I have a heavy "cloud" background - was a JungleDisk user with Amazon S3 buckets in 2007. I then used Dropbox for many years until I finally moved to Google Drive in 2011 and vowed to go 100% cloud.
Why? Convenience. Instead of wondering what thumb drive had the latest version of my files, getting to college and finding I had left a file at home, or had a hard drive die and lose x days of data (I backed up but not every day). I wanted to go 100% cloud. Google Drive offered versioning, unlimited photo storage, and unlimited text files (and cheap storage).
Since 2011 I have created about 2600+ Google Documents (about 168MB of text when exported). I have 68,000 photos/videos stored for free in Google Photos (about 60GB+ worth being stored for free). I have Google Drive installed on my Windows PC and my Mac Mini backing up data to my hard drives in real time. I also have
http://spanning.com/ backing up my Google Drive data every day for $40/year.
I started to use OneDrive as my long term storage backup when they started talking about Unlimited storage (great, getting more use out of my $10/mo!). So, I offloaded about 200GB?+ of backups, large files, ISOs, long term storaged' data to OneDrive. Yeah, not even using 1% of my 10TB.
But I still feel slighted for being promised Unlimited storage because all my data lives in the cloud and my data is very important to me. Why would I use Microsoft OneDrive when they go back on their word like this? I pay Microsoft ($10/mo for Office 365) and I pay Google Drive ($1.99/mo for 100GB).

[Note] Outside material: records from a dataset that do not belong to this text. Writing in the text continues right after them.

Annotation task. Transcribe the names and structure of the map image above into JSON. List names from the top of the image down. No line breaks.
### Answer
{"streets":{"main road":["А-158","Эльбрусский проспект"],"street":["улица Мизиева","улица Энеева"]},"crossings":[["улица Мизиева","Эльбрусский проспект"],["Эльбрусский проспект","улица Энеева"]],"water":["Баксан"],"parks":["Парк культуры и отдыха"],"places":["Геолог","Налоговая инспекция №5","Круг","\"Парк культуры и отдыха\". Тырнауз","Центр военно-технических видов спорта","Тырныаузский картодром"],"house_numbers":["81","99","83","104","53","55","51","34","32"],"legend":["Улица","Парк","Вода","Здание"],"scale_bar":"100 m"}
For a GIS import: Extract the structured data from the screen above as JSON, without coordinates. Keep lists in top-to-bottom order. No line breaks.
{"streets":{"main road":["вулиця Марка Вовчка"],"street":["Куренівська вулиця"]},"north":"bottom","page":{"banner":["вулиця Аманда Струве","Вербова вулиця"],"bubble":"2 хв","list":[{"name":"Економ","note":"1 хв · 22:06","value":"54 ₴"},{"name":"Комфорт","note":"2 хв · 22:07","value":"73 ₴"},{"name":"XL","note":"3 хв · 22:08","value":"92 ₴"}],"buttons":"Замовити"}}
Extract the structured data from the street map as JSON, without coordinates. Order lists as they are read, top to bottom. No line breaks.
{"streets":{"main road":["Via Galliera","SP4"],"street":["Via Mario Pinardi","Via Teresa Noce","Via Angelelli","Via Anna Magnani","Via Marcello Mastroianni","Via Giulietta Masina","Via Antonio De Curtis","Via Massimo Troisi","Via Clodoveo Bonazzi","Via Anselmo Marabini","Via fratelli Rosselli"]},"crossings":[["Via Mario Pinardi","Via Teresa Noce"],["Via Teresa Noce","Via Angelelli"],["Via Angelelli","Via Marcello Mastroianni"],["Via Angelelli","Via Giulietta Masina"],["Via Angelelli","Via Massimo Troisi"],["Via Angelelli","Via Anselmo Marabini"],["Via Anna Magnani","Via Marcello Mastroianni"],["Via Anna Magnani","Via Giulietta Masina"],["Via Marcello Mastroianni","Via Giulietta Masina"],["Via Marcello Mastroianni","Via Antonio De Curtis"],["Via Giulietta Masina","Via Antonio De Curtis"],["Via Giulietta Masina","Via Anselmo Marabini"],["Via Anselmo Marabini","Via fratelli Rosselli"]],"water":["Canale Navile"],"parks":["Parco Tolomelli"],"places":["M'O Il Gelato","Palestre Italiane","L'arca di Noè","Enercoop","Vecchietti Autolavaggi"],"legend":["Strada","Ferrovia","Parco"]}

I don't want to give $ to a company that goes back on its word. My files are important. I feel bad I'm giving $10/mo to a company that goes back on its word.
If I stored all my data locally on hard drives - I could care less. I'd laugh and think these cloud guys are crazy. But for $143.88/year I have (had*) 10TB (OneDrive) + 1.29TB (Google Drive (Chromebook promotional storage)) that syncs to all my computers and is accessible from any device. I couldn't ever go back.
Like Thunderhawks said - free tier brings paying customers. What is Microsoft thinking?